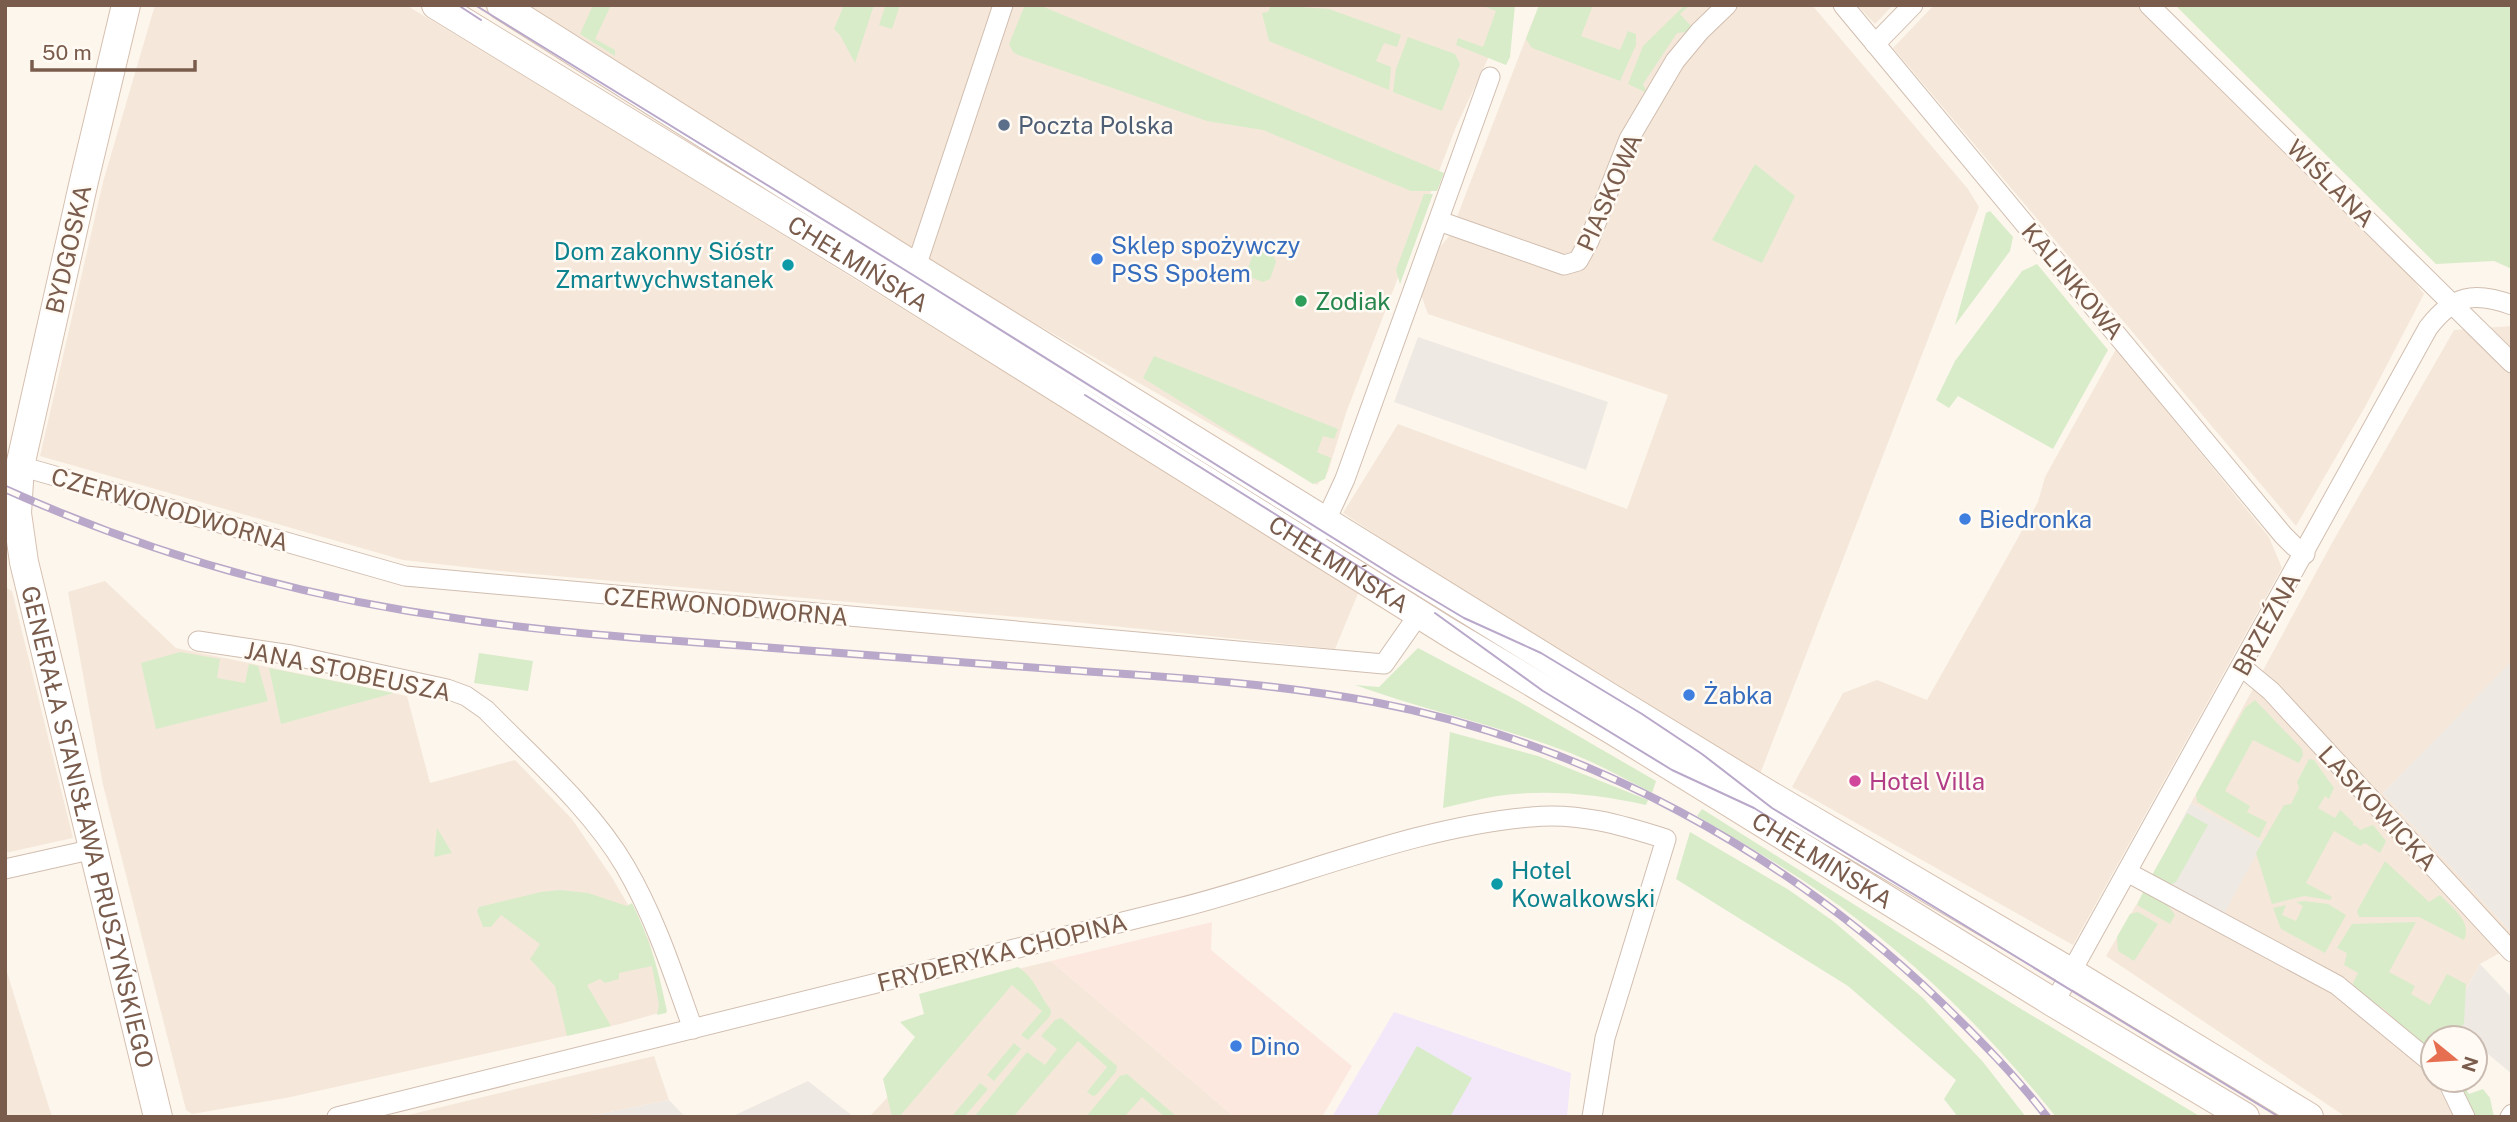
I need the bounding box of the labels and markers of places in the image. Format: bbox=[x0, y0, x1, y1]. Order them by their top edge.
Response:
place label: Poczta Polska bbox=[1018, 111, 1174, 139]
marker: Poczta Polska bbox=[996, 117, 1012, 133]
place label: Sklep spożywczy PSS Społem bbox=[1111, 231, 1301, 287]
place label: Dom zakonny Sióstr Zmartwychwstanek bbox=[554, 237, 774, 293]
marker: Sklep spożywczy PSS Społem bbox=[1089, 251, 1105, 267]
marker: Dom zakonny Sióstr Zmartwychwstanek bbox=[780, 257, 796, 273]
place label: Zodiak bbox=[1315, 287, 1391, 315]
marker: Zodiak bbox=[1293, 293, 1309, 309]
place label: Biedronka bbox=[1979, 505, 2092, 533]
marker: Biedronka bbox=[1957, 511, 1973, 527]
place label: Żabka bbox=[1703, 681, 1772, 709]
marker: Żabka bbox=[1681, 687, 1697, 703]
place label: Hotel Villa bbox=[1869, 767, 1985, 795]
marker: Hotel Villa bbox=[1847, 773, 1863, 789]
place label: Hotel Kowalkowski bbox=[1511, 856, 1655, 912]
marker: Hotel Kowalkowski bbox=[1489, 876, 1505, 892]
place label: Dino bbox=[1250, 1032, 1300, 1060]
marker: Dino bbox=[1228, 1038, 1244, 1054]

==*==

What you should do: Show the lines in the entries above that include the string "Społem".

Response box:
place label: Sklep spożywczy PSS Społem bbox=[1111, 231, 1301, 287]
marker: Sklep spożywczy PSS Społem bbox=[1089, 251, 1105, 267]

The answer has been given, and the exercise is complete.